Search the entries for lines with the string "center" and say how many there are, giving only the number.

◇ ◇ ◇

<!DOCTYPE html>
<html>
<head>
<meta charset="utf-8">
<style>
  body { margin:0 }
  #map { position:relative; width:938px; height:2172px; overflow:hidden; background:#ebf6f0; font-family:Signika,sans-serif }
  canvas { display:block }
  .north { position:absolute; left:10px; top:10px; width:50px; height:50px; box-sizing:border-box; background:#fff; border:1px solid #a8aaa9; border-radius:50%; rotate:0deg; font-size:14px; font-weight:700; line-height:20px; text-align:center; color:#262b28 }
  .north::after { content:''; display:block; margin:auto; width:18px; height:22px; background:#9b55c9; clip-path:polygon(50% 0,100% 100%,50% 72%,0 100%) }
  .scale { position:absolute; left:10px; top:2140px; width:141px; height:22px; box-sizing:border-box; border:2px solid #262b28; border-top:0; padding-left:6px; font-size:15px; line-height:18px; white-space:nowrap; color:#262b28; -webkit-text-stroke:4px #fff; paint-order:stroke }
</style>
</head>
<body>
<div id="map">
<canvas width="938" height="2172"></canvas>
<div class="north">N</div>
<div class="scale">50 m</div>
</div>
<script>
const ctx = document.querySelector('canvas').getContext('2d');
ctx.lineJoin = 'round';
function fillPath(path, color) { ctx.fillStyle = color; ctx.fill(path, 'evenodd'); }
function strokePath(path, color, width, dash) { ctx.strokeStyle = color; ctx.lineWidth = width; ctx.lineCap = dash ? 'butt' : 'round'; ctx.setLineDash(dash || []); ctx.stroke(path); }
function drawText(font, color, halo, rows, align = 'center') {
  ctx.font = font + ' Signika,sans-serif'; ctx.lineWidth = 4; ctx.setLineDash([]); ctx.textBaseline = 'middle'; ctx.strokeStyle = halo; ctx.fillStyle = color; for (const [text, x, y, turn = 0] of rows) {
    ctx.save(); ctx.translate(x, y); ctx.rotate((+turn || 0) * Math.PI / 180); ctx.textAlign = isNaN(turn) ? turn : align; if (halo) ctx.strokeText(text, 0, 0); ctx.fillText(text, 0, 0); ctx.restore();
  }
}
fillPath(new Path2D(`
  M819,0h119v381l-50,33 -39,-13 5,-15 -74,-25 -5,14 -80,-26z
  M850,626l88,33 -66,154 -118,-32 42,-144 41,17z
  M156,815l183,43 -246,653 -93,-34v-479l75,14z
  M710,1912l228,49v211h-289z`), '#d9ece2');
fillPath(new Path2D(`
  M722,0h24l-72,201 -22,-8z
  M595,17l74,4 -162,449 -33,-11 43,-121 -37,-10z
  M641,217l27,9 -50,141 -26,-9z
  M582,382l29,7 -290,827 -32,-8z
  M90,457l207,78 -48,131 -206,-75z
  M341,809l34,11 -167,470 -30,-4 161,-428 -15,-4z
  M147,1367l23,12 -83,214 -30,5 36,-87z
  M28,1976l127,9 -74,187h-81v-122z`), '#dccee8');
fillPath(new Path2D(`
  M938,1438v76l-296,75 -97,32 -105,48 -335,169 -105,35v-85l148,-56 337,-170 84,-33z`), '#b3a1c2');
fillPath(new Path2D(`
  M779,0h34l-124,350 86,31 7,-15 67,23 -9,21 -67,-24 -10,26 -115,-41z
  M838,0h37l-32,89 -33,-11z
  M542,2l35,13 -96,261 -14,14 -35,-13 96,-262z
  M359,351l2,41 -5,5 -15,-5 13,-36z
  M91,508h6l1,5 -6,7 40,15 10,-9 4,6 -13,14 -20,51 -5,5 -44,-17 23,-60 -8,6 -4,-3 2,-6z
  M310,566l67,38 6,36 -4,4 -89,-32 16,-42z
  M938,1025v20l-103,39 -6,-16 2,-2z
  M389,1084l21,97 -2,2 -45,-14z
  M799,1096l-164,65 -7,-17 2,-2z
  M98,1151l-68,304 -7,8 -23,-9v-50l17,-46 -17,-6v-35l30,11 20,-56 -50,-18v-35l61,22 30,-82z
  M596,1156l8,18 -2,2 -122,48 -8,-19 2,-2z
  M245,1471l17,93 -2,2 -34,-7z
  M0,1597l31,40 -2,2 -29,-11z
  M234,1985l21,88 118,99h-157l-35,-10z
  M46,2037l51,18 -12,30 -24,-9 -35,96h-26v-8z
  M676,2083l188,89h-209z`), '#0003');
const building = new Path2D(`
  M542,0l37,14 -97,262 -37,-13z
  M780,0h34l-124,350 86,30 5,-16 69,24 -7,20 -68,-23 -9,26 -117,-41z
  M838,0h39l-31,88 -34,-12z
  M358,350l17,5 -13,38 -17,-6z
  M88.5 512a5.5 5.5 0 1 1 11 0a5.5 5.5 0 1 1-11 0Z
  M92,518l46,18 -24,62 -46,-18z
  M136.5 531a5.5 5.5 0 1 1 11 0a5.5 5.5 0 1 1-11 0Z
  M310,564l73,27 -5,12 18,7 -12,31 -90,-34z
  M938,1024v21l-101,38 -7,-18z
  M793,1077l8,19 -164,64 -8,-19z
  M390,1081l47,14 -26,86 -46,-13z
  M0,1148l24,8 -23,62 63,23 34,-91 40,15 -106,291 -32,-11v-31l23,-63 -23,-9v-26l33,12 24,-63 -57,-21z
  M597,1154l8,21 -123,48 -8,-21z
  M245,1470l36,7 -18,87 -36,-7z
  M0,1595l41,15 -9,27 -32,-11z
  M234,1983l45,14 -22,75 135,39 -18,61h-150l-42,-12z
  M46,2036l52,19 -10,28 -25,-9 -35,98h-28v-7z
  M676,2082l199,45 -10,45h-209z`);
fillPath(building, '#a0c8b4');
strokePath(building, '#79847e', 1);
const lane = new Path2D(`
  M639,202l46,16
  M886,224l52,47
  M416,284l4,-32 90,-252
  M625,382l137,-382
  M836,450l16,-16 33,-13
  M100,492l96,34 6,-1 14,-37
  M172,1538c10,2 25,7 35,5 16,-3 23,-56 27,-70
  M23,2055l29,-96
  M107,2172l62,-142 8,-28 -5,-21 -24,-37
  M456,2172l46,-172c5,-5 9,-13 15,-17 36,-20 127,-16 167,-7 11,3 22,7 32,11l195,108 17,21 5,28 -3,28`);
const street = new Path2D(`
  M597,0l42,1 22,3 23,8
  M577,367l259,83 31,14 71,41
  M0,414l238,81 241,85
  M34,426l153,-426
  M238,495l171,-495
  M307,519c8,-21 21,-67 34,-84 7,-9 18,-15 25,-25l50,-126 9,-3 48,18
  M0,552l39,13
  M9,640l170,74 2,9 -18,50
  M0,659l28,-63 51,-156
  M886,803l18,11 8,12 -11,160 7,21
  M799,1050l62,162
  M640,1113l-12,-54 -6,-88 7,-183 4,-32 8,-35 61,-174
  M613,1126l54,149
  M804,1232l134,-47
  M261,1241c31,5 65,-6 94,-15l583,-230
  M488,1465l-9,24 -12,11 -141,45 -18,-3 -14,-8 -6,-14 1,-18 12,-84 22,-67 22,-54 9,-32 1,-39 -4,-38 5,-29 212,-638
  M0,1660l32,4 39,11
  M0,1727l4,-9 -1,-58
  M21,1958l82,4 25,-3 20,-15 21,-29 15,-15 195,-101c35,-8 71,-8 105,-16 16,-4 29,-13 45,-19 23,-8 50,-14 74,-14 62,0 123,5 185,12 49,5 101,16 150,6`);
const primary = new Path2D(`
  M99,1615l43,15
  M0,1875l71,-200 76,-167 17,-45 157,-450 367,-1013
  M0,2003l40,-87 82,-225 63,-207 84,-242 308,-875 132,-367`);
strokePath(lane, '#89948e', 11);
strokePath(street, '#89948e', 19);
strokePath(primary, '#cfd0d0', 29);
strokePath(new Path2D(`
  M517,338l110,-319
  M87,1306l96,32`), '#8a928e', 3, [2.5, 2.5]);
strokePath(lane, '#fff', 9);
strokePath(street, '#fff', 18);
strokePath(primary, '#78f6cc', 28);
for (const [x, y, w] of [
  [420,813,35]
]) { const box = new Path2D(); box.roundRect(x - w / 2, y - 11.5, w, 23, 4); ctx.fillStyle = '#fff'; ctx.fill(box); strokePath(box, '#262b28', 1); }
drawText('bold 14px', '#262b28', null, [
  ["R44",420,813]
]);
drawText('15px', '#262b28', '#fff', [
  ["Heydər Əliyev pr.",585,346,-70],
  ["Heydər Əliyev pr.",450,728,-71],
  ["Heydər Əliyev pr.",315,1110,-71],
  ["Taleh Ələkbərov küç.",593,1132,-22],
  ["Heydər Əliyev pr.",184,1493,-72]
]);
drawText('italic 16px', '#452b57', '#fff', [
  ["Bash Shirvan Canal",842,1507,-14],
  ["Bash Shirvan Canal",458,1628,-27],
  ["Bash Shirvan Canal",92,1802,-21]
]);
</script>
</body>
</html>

◇ ◇ ◇

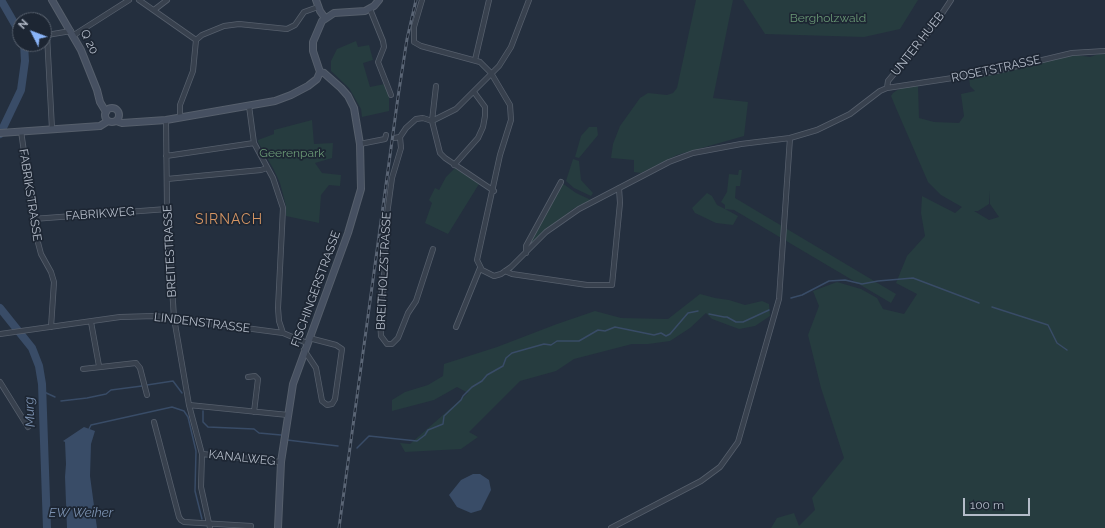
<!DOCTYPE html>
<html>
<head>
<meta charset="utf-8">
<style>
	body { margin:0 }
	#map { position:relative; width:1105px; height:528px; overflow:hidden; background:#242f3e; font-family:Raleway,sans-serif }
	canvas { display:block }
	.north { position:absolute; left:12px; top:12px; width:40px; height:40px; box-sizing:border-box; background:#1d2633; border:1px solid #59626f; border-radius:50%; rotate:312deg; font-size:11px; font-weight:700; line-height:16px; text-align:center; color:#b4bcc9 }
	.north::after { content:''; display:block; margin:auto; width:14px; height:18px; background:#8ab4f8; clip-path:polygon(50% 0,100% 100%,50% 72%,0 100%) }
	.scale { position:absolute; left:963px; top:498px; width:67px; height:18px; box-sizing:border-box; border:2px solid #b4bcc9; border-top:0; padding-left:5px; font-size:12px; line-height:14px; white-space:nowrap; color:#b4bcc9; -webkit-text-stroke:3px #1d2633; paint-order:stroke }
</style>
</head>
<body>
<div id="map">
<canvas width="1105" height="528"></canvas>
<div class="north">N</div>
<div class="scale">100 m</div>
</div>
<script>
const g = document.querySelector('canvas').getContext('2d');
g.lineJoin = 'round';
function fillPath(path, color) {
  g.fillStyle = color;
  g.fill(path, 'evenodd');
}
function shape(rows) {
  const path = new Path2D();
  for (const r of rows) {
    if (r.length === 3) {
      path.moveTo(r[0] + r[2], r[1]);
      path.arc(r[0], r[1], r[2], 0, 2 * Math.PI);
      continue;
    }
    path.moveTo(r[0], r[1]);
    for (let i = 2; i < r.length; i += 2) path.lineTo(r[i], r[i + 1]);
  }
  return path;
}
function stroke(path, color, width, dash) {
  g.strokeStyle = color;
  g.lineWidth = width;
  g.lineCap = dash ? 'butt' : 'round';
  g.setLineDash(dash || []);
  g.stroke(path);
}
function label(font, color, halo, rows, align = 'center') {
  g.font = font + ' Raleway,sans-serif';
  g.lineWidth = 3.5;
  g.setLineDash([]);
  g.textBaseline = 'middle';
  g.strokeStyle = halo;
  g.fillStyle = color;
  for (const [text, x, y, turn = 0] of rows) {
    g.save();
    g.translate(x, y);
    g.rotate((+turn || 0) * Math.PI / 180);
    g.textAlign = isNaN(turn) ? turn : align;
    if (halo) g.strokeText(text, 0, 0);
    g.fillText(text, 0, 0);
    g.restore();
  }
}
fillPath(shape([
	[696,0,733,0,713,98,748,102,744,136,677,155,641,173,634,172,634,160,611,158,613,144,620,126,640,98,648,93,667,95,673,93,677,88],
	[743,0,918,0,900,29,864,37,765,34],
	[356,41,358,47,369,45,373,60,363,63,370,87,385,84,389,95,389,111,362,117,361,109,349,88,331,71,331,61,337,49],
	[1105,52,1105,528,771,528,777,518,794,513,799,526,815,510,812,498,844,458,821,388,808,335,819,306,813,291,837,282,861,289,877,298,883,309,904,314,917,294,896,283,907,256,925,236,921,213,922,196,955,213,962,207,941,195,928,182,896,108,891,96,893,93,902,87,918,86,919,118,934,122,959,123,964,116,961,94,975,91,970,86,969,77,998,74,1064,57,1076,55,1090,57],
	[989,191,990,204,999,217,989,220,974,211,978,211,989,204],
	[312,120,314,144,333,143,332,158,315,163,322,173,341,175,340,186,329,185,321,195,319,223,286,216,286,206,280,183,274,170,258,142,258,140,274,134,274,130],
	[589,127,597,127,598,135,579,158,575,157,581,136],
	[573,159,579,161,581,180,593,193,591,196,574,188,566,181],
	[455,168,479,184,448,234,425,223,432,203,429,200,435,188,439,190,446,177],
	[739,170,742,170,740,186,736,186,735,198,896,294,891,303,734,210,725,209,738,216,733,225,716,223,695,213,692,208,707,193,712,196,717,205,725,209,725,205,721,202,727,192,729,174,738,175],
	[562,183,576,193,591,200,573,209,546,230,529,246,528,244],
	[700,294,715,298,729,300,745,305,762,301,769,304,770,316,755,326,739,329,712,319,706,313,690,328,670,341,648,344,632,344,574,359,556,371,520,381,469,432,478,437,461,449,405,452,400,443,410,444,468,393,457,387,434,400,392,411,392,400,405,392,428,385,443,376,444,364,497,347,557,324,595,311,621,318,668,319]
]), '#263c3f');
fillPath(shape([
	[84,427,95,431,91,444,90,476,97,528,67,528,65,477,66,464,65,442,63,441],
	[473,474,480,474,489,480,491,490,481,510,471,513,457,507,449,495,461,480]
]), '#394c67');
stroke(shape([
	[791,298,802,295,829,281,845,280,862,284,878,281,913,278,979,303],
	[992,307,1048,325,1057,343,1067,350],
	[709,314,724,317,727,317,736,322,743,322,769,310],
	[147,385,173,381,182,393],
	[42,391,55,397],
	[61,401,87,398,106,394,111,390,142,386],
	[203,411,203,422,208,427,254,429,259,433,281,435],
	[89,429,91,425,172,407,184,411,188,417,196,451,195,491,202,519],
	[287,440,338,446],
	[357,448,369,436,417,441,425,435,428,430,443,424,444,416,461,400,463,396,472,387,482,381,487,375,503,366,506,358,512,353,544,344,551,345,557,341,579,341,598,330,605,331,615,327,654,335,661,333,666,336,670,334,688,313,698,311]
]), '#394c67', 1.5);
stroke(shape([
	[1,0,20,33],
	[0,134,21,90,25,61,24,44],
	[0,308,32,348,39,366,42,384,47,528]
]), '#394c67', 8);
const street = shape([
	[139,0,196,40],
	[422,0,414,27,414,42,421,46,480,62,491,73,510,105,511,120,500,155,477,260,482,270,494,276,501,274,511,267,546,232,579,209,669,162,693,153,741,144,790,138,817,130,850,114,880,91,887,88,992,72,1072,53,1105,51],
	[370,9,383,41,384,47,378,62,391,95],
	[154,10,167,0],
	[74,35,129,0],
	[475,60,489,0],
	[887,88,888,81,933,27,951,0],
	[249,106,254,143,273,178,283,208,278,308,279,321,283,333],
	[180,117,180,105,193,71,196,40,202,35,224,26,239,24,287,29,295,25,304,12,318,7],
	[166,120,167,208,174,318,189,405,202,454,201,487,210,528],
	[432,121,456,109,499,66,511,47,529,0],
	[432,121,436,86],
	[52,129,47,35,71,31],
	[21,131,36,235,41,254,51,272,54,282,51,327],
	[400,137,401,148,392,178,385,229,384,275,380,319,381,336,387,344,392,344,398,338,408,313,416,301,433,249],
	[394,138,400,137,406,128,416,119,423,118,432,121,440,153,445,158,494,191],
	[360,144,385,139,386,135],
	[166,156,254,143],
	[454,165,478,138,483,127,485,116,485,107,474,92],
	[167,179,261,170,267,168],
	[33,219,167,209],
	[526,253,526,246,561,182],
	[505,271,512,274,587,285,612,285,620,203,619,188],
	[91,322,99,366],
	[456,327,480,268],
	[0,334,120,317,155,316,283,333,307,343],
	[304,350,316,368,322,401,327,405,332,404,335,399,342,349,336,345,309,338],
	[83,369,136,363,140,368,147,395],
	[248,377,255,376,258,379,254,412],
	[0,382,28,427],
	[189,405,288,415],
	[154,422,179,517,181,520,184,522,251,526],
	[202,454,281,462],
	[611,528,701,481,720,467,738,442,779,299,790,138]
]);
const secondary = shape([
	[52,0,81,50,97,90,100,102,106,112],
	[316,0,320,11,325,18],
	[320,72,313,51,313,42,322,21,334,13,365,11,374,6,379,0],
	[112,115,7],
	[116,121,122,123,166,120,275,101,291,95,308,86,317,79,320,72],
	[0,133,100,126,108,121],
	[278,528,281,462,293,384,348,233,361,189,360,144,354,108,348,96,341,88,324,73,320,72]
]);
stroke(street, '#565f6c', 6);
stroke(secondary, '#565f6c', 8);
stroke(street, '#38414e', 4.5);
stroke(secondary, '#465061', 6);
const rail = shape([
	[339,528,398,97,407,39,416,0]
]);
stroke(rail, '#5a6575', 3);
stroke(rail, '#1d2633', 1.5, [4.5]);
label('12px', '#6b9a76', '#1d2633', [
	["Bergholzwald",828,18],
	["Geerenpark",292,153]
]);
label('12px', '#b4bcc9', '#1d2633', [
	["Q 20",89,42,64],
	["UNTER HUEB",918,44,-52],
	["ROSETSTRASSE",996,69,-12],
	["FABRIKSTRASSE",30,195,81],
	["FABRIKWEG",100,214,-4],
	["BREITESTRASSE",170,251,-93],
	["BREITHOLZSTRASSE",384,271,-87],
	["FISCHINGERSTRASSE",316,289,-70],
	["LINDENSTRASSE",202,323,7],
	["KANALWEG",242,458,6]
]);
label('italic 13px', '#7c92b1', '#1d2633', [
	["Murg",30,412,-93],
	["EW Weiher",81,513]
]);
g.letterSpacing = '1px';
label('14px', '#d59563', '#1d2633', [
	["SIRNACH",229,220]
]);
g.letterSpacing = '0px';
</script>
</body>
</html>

◇ ◇ ◇

Answer to this exercise:
4